Available data:
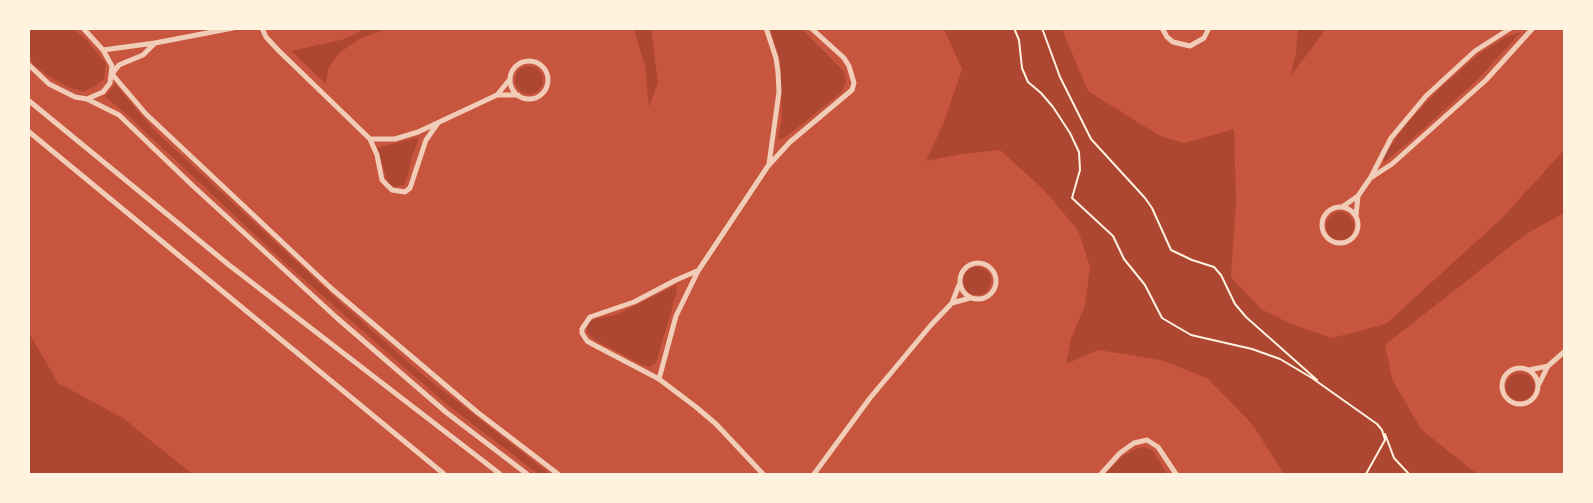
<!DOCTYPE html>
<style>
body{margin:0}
#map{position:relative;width:1593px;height:503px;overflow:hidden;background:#c8553d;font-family:Karla,sans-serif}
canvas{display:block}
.frame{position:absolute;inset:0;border:30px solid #fff3e0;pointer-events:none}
</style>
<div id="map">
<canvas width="1593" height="503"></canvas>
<div class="frame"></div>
</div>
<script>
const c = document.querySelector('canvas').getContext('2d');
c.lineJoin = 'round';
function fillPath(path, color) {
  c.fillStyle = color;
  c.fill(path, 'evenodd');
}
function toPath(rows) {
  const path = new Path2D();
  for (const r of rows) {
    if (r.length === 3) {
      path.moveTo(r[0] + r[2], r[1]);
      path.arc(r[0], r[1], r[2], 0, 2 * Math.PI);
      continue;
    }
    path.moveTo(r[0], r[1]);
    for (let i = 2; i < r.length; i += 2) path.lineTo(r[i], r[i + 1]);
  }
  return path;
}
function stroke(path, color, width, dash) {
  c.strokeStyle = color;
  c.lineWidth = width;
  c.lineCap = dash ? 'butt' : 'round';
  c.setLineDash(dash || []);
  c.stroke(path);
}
fillPath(toPath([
 [29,28,73,29,86,39,106,64,104,79,96,86,83,92,68,87,48,76,34,65,29,56],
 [362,29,387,29,361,38,339,53,328,69,326,84,291,51,341,40,356,34],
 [634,29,651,29,658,83,649,107,645,66],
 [770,29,802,29,844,72,846,82,841,93,783,139,778,138,782,117,780,60],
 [944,29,1062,29,1088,91,1160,136,1184,143,1234,129,1236,201,1231,277,1261,309,1291,324,1332,338,1386,324,1503,217,1564,150,1564,213,1526,234,1385,345,1392,379,1421,429,1477,474,1284,474,1252,424,1207,378,1161,360,1098,350,1066,364,1071,338,1085,306,1090,267,1078,230,1043,189,1000,150,962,154,926,161,944,122,962,69],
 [1298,29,1326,29,1290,77,1296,54],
 [1521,32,1477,80,1411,140,1384,162,1383,157,1407,123,1440,88,1479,54,1506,37],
 [529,80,14],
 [115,84,154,130,342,304,423,375,550,474,538,474,444,402,283,261,122,110,105,97],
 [414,138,419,138,411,159,408,176,404,185,396,187,388,184,377,148],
 [1340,226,14],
 [977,281,14],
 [676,285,677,291,656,363,650,367,642,365,593,339,588,333,586,327,589,322,598,318,616,315],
 [29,333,58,383,123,418,192,474,29,474],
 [1520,387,14],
 [1144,447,1153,451,1167,474,1105,474,1123,456,1136,449]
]), '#ae4732');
stroke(toPath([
 [1014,28,1019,40,1022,68,1028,82,1041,93,1053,107,1070,133,1079,152,1080,170,1072,198,1113,236,1124,259,1145,285,1162,318,1191,335,1252,349,1280,359,1312,378,1377,424,1382,430,1385,440,1366,474],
 [1042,28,1060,77,1091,139,1145,198,1152,208,1171,250,1192,260,1214,267,1221,275,1235,304,1246,317,1317,380],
 [1385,434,1394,458,1409,474]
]), '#fff3e0', 2);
stroke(toPath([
 [262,28,266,37,279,51,370,139,377,155,382,180,392,190,405,192,410,188,426,140,438,123],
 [766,28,776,58,778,72,779,92,769,164],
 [1162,28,1167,37,1173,42,1190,46,1204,38,1209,28],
 [155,43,143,55,119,65,112,74,146,114,332,289,477,412,558,474],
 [103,50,155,43,233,28],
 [529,80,19],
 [28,64,49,84,75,97,87,99,103,92,110,83,112,66,103,50,83,28],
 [510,79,497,95,518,95],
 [87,99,119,115,193,186,337,318,447,413,527,474],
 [28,100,229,265,500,474],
 [28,131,444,474],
 [370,139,395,139,418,132,497,95],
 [1372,177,1392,164,1486,80,1533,28],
 [1358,196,1371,177,1391,138,1426,96,1475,51,1511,28],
 [1342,207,1358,196,1356,216],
 [1340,225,18],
 [978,281,18],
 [697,271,676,280,634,302,590,317,582,329,582,333,587,341,596,346,659,379,696,407,716,424,763,474],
 [959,285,952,303,970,298],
 [1548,366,1564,352],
 [1520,386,18],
 [1529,370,1548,366,1539,384],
 [659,379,676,316,698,271,768,166,790,142,852,90,854,83,849,66,844,58,811,28],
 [814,474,870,398,931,325,952,303],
 [1101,474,1120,453,1134,443,1147,440,1158,447,1176,474]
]), '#f1ccb7', 5);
</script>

Exercise prompt:
For the material above, reproduce exactly the lines from the line with "for (const r" to the line with "c.lineWidth = width;", inclusive, and exclude all others.

Answer:
  for (const r of rows) {
    if (r.length === 3) {
      path.moveTo(r[0] + r[2], r[1]);
      path.arc(r[0], r[1], r[2], 0, 2 * Math.PI);
      continue;
    }
    path.moveTo(r[0], r[1]);
    for (let i = 2; i < r.length; i += 2) path.lineTo(r[i], r[i + 1]);
  }
  return path;
}
function stroke(path, color, width, dash) {
  c.strokeStyle = color;
  c.lineWidth = width;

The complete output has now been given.